Work to complete —
Your answer should be the records below, written out exactly.

Data items —
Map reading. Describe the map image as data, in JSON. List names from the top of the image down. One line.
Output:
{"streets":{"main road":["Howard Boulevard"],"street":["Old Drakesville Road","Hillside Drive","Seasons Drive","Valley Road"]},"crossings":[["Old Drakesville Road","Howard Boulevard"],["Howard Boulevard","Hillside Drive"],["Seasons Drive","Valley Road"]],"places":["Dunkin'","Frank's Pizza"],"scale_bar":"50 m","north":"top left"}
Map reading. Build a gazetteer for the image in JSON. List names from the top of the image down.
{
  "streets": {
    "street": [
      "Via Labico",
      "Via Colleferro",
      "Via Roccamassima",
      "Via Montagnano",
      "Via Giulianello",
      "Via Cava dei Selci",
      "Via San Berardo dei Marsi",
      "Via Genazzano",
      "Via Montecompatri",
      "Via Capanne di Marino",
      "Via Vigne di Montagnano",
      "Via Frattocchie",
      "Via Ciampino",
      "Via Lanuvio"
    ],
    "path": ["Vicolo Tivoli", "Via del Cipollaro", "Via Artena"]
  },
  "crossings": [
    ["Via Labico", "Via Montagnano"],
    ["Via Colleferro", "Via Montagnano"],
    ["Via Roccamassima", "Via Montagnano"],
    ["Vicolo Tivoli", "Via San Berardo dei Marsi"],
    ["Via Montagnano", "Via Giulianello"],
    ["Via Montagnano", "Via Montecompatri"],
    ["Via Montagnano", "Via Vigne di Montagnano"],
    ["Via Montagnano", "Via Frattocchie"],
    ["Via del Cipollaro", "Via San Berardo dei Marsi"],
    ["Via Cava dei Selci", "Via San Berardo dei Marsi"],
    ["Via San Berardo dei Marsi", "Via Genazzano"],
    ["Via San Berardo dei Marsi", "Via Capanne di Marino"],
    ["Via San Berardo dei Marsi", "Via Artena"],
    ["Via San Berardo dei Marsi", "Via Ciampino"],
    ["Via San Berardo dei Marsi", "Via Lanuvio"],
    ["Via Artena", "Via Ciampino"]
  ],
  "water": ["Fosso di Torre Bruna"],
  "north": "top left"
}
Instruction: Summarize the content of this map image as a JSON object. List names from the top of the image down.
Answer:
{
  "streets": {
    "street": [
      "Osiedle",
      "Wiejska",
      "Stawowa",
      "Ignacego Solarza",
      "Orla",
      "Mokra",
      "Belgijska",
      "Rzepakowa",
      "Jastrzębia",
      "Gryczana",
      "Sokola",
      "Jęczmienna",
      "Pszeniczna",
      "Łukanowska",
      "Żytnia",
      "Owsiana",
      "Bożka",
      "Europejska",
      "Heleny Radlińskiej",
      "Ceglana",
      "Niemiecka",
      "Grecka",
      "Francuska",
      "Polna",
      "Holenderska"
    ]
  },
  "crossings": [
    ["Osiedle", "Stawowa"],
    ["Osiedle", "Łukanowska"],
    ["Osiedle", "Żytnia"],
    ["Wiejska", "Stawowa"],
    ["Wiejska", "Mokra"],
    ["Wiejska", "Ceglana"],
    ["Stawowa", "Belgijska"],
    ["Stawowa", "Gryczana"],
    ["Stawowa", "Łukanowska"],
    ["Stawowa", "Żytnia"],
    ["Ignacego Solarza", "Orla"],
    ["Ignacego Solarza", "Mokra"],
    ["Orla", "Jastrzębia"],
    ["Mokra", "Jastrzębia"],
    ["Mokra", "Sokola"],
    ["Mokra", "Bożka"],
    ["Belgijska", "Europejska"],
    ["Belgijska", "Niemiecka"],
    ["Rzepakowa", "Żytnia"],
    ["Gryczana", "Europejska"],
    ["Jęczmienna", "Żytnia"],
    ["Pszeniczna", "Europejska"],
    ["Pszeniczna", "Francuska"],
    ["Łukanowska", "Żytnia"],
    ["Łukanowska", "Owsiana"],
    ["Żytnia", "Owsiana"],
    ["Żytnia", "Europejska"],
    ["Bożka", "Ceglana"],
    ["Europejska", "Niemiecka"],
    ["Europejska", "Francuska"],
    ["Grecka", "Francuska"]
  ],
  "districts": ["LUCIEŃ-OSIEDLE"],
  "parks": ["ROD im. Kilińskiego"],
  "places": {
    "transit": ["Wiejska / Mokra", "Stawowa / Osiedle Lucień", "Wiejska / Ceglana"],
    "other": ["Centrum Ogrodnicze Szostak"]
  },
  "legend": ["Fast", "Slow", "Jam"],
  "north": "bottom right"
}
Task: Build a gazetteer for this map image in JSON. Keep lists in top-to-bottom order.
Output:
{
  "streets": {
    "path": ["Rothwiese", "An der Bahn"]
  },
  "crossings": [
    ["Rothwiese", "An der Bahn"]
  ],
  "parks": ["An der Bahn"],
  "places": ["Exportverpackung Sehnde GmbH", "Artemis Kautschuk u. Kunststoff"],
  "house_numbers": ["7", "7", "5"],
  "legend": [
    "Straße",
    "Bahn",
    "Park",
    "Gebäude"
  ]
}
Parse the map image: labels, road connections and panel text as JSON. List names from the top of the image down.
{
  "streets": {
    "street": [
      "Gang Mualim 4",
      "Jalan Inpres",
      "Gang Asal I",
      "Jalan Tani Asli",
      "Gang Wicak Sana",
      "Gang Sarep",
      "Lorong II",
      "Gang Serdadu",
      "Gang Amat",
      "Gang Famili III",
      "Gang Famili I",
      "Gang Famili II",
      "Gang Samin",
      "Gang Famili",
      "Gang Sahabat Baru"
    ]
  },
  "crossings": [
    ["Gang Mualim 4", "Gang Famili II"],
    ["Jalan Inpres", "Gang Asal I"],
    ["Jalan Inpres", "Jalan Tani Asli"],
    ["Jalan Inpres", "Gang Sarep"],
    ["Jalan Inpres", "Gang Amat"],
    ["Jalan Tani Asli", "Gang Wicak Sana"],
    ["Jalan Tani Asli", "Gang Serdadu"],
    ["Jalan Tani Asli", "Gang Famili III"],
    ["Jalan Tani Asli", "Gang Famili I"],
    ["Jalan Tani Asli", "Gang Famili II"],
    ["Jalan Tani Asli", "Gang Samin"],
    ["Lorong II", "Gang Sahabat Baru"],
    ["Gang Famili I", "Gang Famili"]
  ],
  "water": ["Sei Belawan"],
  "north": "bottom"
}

Solution to this exercise —
Map reading. Describe the map image as data, in JSON. List names from the top of the image down. One line.
Output:
{"streets":{"main road":["Howard Boulevard"],"street":["Old Drakesville Road","Hillside Drive","Seasons Drive","Valley Road"]},"crossings":[["Old Drakesville Road","Howard Boulevard"],["Howard Boulevard","Hillside Drive"],["Seasons Drive","Valley Road"]],"places":["Dunkin'","Frank's Pizza"],"scale_bar":"50 m","north":"top left"}
Map reading. Build a gazetteer for the image in JSON. List names from the top of the image down.
{
  "streets": {
    "street": [
      "Via Labico",
      "Via Colleferro",
      "Via Roccamassima",
      "Via Montagnano",
      "Via Giulianello",
      "Via Cava dei Selci",
      "Via San Berardo dei Marsi",
      "Via Genazzano",
      "Via Montecompatri",
      "Via Capanne di Marino",
      "Via Vigne di Montagnano",
      "Via Frattocchie",
      "Via Ciampino",
      "Via Lanuvio"
    ],
    "path": ["Vicolo Tivoli", "Via del Cipollaro", "Via Artena"]
  },
  "crossings": [
    ["Via Labico", "Via Montagnano"],
    ["Via Colleferro", "Via Montagnano"],
    ["Via Roccamassima", "Via Montagnano"],
    ["Vicolo Tivoli", "Via San Berardo dei Marsi"],
    ["Via Montagnano", "Via Giulianello"],
    ["Via Montagnano", "Via Montecompatri"],
    ["Via Montagnano", "Via Vigne di Montagnano"],
    ["Via Montagnano", "Via Frattocchie"],
    ["Via del Cipollaro", "Via San Berardo dei Marsi"],
    ["Via Cava dei Selci", "Via San Berardo dei Marsi"],
    ["Via San Berardo dei Marsi", "Via Genazzano"],
    ["Via San Berardo dei Marsi", "Via Capanne di Marino"],
    ["Via San Berardo dei Marsi", "Via Artena"],
    ["Via San Berardo dei Marsi", "Via Ciampino"],
    ["Via San Berardo dei Marsi", "Via Lanuvio"],
    ["Via Artena", "Via Ciampino"]
  ],
  "water": ["Fosso di Torre Bruna"],
  "north": "top left"
}
Instruction: Summarize the content of this map image as a JSON object. List names from the top of the image down.
Answer:
{
  "streets": {
    "street": [
      "Osiedle",
      "Wiejska",
      "Stawowa",
      "Ignacego Solarza",
      "Orla",
      "Mokra",
      "Belgijska",
      "Rzepakowa",
      "Jastrzębia",
      "Gryczana",
      "Sokola",
      "Jęczmienna",
      "Pszeniczna",
      "Łukanowska",
      "Żytnia",
      "Owsiana",
      "Bożka",
      "Europejska",
      "Heleny Radlińskiej",
      "Ceglana",
      "Niemiecka",
      "Grecka",
      "Francuska",
      "Polna",
      "Holenderska"
    ]
  },
  "crossings": [
    ["Osiedle", "Stawowa"],
    ["Osiedle", "Łukanowska"],
    ["Osiedle", "Żytnia"],
    ["Wiejska", "Stawowa"],
    ["Wiejska", "Mokra"],
    ["Wiejska", "Ceglana"],
    ["Stawowa", "Belgijska"],
    ["Stawowa", "Gryczana"],
    ["Stawowa", "Łukanowska"],
    ["Stawowa", "Żytnia"],
    ["Ignacego Solarza", "Orla"],
    ["Ignacego Solarza", "Mokra"],
    ["Orla", "Jastrzębia"],
    ["Mokra", "Jastrzębia"],
    ["Mokra", "Sokola"],
    ["Mokra", "Bożka"],
    ["Belgijska", "Europejska"],
    ["Belgijska", "Niemiecka"],
    ["Rzepakowa", "Żytnia"],
    ["Gryczana", "Europejska"],
    ["Jęczmienna", "Żytnia"],
    ["Pszeniczna", "Europejska"],
    ["Pszeniczna", "Francuska"],
    ["Łukanowska", "Żytnia"],
    ["Łukanowska", "Owsiana"],
    ["Żytnia", "Owsiana"],
    ["Żytnia", "Europejska"],
    ["Bożka", "Ceglana"],
    ["Europejska", "Niemiecka"],
    ["Europejska", "Francuska"],
    ["Grecka", "Francuska"]
  ],
  "districts": ["LUCIEŃ-OSIEDLE"],
  "parks": ["ROD im. Kilińskiego"],
  "places": {
    "transit": ["Wiejska / Mokra", "Stawowa / Osiedle Lucień", "Wiejska / Ceglana"],
    "other": ["Centrum Ogrodnicze Szostak"]
  },
  "legend": ["Fast", "Slow", "Jam"],
  "north": "bottom right"
}
Task: Build a gazetteer for this map image in JSON. Keep lists in top-to-bottom order.
Output:
{
  "streets": {
    "path": ["Rothwiese", "An der Bahn"]
  },
  "crossings": [
    ["Rothwiese", "An der Bahn"]
  ],
  "parks": ["An der Bahn"],
  "places": ["Exportverpackung Sehnde GmbH", "Artemis Kautschuk u. Kunststoff"],
  "house_numbers": ["7", "7", "5"],
  "legend": [
    "Straße",
    "Bahn",
    "Park",
    "Gebäude"
  ]
}
Parse the map image: labels, road connections and panel text as JSON. List names from the top of the image down.
{
  "streets": {
    "street": [
      "Gang Mualim 4",
      "Jalan Inpres",
      "Gang Asal I",
      "Jalan Tani Asli",
      "Gang Wicak Sana",
      "Gang Sarep",
      "Lorong II",
      "Gang Serdadu",
      "Gang Amat",
      "Gang Famili III",
      "Gang Famili I",
      "Gang Famili II",
      "Gang Samin",
      "Gang Famili",
      "Gang Sahabat Baru"
    ]
  },
  "crossings": [
    ["Gang Mualim 4", "Gang Famili II"],
    ["Jalan Inpres", "Gang Asal I"],
    ["Jalan Inpres", "Jalan Tani Asli"],
    ["Jalan Inpres", "Gang Sarep"],
    ["Jalan Inpres", "Gang Amat"],
    ["Jalan Tani Asli", "Gang Wicak Sana"],
    ["Jalan Tani Asli", "Gang Serdadu"],
    ["Jalan Tani Asli", "Gang Famili III"],
    ["Jalan Tani Asli", "Gang Famili I"],
    ["Jalan Tani Asli", "Gang Famili II"],
    ["Jalan Tani Asli", "Gang Samin"],
    ["Lorong II", "Gang Sahabat Baru"],
    ["Gang Famili I", "Gang Famili"]
  ],
  "water": ["Sei Belawan"],
  "north": "bottom"
}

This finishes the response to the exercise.